A self-centering square concrete-filled steel tubular column-to-steel beam connection with bolted angles was designed and its behavior analyzed theoretically. Three ½-scale specimens differing only in the loading procedure of the vertical force were tested under cyclic loading conditions. A finite element (FE) model of the self-centering connection was established in the ABAQUS software and its validity verified against experimental results. Compared with experiments, an extended parameter analysis of the variable axial force with a wider variation range of axial force and variable axial force in imitation ground motion was conducted using the proposed FE model. The experimental results showed that specimens with larger axial forces and variable axial forces consumed more energy and had clearer residual drifts compared with those of specimens with smaller axial forces and constant axial forces, respectively.
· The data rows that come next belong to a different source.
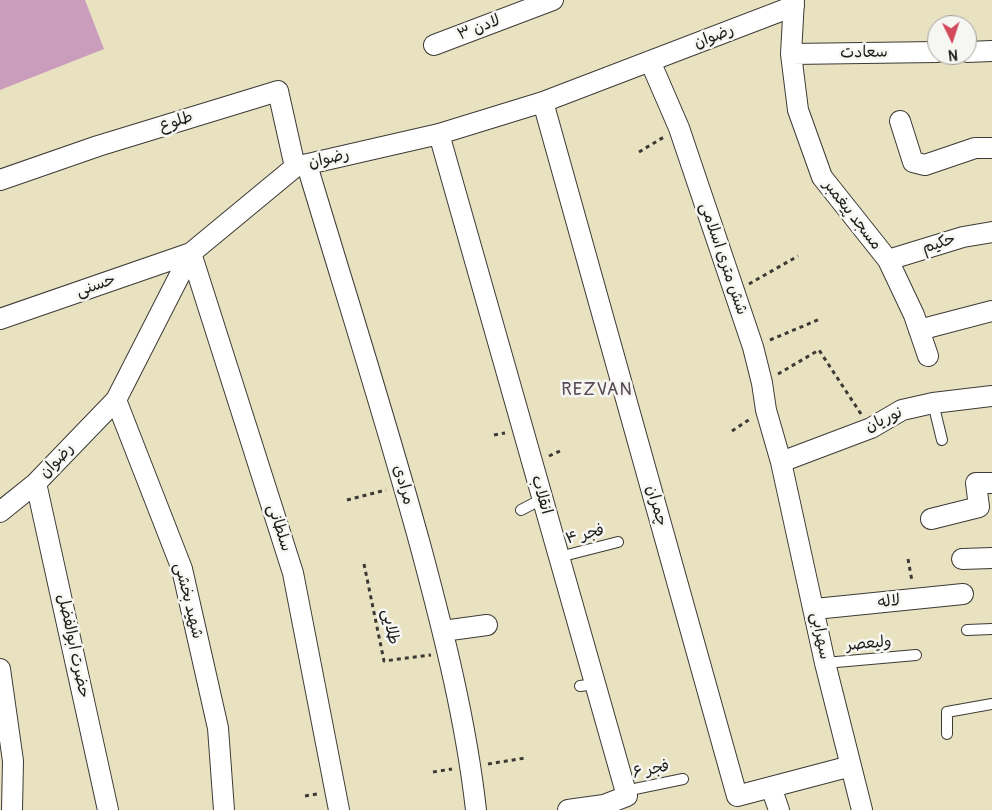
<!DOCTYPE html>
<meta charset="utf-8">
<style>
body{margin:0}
#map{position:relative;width:992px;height:810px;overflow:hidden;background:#e9e2c1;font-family:Pangolin,sans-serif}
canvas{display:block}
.north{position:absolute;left:927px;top:15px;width:50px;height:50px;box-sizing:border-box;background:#f6f6f2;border:1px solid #9f9f9c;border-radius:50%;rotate:176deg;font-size:14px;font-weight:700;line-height:20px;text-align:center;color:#1c1c1c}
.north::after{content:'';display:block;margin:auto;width:18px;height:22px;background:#d1495b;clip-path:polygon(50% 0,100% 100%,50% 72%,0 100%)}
</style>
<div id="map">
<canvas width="992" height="810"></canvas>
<div class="north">N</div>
</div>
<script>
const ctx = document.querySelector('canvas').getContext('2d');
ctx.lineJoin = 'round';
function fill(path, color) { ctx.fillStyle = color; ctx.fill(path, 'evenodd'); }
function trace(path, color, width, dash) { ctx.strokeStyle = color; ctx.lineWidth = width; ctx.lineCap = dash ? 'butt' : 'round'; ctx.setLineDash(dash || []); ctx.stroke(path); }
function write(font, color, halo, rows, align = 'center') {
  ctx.font = font + ' Pangolin,"Playpen Sans Arabic",sans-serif'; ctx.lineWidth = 5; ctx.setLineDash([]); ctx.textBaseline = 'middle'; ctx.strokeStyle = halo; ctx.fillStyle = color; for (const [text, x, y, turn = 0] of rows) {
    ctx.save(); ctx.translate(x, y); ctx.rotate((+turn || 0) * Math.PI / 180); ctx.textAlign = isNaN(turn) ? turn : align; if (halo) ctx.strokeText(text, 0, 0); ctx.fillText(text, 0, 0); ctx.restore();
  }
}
const building = new Path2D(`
 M0 0H85L104 49 0 90Z`);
const path = new Path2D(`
 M639 152 664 137
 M749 284 798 256
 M770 340 820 319
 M778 374 819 350 861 414
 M732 431 750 419
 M494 435 505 433
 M549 456 560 451
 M347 500 386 490
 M908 559 912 581
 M364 564 384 661 431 655
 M488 764 525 758
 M433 772 452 769
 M305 796 317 794`);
const lane = new Path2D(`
 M933 403 942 440
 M521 510 542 499
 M559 557 618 542
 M967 630 992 629
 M825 663 916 655
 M580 686 595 684
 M947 734V712L992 704
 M625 791 683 779`);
const street = new Path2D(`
 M794 0 791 54 798 110 822 177 888 260 914 315 928 356
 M434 45 553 0
 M967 52 992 51
 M791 54 937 52
 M650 61 679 128 753 347 762 383 766 410 781 462 825 663 862 810
 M543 102 737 796 851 766
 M900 121 913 162 925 165 975 148H992
 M439 134 627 796 604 805 568 810
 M307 165C345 292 386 420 421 548 444 634 466 721 476 810
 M0 180 98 146 278 91 295 167
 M888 260 963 237 992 232
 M0 319 191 253 293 573 339 810
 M919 330 992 311
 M116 400 182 569 218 728 224 810
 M781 462 871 428 902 410 933 403 992 396
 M36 483 108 810
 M0 512 36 483 116 400 191 253 295 167 439 134 543 102 794 6
 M931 519 979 507 976 483H992
 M962 559 992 558
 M815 609 963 594
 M443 631 487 625
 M0 669 13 761 12 810
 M771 787 779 810`);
const streetNames = [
 ["لادن ۳",479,28,-21],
 ["رضوان",714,37,-21],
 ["سعادت",864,53,-1],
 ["طلوع",176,122,-17],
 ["رضوان",329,159,-13],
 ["مسجد پیغمبر",852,215,52],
 ["حکیم",939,244,-17],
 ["شش متری اسلامی",723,259,71],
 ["حسنی",96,286,-19],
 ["نوریان",884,420,-25],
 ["رضوان",57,461,-46],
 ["مرادی",403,485,74],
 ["انقلاب",541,495,74],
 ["چمران",656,506,74],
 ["سلطانی",279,528,72],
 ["فجر ۴",585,535,-14],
 ["شهید بخشی",188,601,76],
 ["لاله",889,602,-6],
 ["طلایی",390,627,79],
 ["سهرابی",820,636,79],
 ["ولیعصر",869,644,-5],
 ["حضرت ابوالفضل",73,646,78],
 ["فجر ۶",651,770,-12]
];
const neighbourhoodNames = [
 ["REZVAN",597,390]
];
fill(building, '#cb9dbd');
trace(lane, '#3b3a35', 12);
trace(street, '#3b3a35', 22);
trace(path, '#3b3a35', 3, [4, 4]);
trace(lane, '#fff', 10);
trace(street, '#fff', 20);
write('16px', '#1c1c1c', '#f6f6f2', streetNames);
ctx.letterSpacing = '1px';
write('18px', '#594954', '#f6f6f2', neighbourhoodNames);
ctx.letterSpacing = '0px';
</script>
The simulation results showed that a larger axial force considerably decreased the resistance capacity of the lateral load, resulting in a descending skeleton curve. A clear residual drift and asymmetry in the maximum relative rotation were observed under positive and negative displacement upon increasing the axial forces. In addition, a larger range of change in the axial force resulted in a more prominent residual drift compared with a smaller range of change in the axial force under a relatively small lateral displacement, decreasing the reliability of the self-centering capacity of the connection during an earthquake.